Assuming the people vote yes, as I hope they will, “the Constitution will no longer require a person applying for a divorce to have lived apart from his or her spouse for at least four years. The minimum period of four years of living apart set out in the Family Law (Divorce) Act 1996 will continue to apply, unless and until the Oireachtas changes the law.”

That’s the language of the Referendum Commission, set up to supervise the voting and to answer all your questions on the issue. To its language, can I add the following: Once the referendum is passed, the Oireachtas will be free to decide the terms on which divorce will be allowed in Ireland.

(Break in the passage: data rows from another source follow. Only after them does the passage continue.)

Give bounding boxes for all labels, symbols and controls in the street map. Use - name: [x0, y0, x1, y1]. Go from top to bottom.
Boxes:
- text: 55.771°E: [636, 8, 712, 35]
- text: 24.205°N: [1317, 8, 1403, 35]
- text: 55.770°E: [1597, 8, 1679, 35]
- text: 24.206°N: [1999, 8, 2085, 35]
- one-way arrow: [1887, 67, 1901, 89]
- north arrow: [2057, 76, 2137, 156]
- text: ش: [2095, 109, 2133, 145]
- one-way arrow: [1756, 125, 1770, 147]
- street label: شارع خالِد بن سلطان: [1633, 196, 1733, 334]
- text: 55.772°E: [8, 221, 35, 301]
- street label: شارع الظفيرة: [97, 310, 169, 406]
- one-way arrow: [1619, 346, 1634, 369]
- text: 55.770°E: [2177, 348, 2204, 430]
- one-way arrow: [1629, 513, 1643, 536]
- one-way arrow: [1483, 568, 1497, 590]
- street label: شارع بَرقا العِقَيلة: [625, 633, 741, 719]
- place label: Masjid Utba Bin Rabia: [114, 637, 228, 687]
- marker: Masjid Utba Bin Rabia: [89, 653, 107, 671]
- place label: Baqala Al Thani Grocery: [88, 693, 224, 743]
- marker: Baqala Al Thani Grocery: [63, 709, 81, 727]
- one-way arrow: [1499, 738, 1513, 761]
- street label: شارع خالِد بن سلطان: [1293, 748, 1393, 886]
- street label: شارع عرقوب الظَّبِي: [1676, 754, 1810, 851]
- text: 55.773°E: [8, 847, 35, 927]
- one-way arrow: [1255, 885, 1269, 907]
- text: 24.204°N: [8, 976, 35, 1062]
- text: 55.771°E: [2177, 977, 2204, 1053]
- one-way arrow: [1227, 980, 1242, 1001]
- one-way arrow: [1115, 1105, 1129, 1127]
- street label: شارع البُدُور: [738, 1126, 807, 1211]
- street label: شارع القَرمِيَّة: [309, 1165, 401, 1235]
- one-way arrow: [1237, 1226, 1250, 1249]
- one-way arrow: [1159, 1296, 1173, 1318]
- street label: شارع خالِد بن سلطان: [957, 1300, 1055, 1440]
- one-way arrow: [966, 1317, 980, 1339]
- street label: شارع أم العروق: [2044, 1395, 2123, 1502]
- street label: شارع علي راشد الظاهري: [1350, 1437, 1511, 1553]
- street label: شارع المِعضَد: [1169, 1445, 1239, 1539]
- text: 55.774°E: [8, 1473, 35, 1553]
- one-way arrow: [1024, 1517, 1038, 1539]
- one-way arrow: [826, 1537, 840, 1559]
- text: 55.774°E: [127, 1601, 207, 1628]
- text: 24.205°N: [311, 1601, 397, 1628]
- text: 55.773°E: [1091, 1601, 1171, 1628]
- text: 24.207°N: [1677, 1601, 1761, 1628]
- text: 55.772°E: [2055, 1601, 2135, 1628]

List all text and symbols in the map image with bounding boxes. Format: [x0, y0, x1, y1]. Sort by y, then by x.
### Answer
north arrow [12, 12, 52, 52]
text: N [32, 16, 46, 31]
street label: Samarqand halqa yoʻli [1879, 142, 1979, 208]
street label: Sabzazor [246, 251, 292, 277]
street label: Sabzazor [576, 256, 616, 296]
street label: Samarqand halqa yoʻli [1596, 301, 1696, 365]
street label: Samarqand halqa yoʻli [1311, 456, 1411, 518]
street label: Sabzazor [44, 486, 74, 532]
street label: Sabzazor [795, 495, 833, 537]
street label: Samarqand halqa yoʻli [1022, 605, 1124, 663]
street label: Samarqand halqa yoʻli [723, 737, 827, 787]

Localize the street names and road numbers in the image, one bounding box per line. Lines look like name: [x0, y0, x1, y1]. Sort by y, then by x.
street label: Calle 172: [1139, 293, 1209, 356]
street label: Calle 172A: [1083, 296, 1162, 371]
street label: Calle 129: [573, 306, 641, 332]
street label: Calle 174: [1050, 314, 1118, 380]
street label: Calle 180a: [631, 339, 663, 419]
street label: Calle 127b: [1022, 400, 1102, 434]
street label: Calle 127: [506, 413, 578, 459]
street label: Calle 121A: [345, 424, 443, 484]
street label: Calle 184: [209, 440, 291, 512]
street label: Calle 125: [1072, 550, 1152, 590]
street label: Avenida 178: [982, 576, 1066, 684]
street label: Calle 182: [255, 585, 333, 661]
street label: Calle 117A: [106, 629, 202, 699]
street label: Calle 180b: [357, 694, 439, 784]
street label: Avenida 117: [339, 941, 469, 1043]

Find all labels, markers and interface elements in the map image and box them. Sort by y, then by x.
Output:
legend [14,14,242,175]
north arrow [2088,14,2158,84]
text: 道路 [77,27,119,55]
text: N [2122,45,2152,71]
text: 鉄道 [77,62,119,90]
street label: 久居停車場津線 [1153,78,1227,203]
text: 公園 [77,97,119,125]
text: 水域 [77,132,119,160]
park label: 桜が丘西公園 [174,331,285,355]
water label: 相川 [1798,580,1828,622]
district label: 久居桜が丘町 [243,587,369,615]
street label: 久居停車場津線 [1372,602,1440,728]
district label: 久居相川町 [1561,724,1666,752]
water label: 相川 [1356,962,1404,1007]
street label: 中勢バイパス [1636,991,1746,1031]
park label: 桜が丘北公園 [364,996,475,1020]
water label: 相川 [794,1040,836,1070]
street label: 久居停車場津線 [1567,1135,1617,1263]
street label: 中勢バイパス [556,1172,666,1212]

In order to conform with the Constitution as it will then stand, the only things a court will have to consider is (a) if there is no prospect of reconciliation within the marriage, (b) that adequate provision has been made for spouses and children, and (c) that any other law passed by the Oireachtas has been complied with.

Talk about the wheel turning full circle.

If our existing Constitution had never existed, and we were a progressive, tolerant, live-and-let-live society, this is pretty well precisely the kind of divorce legislation we would have.

Give or take a year or two, our Constitution is 80 years old. For 60 of those 80 years, the Constitution said, explicitly and in one syllable, that the circumstances in which you could get a divorce in Ireland were zero. Zilch.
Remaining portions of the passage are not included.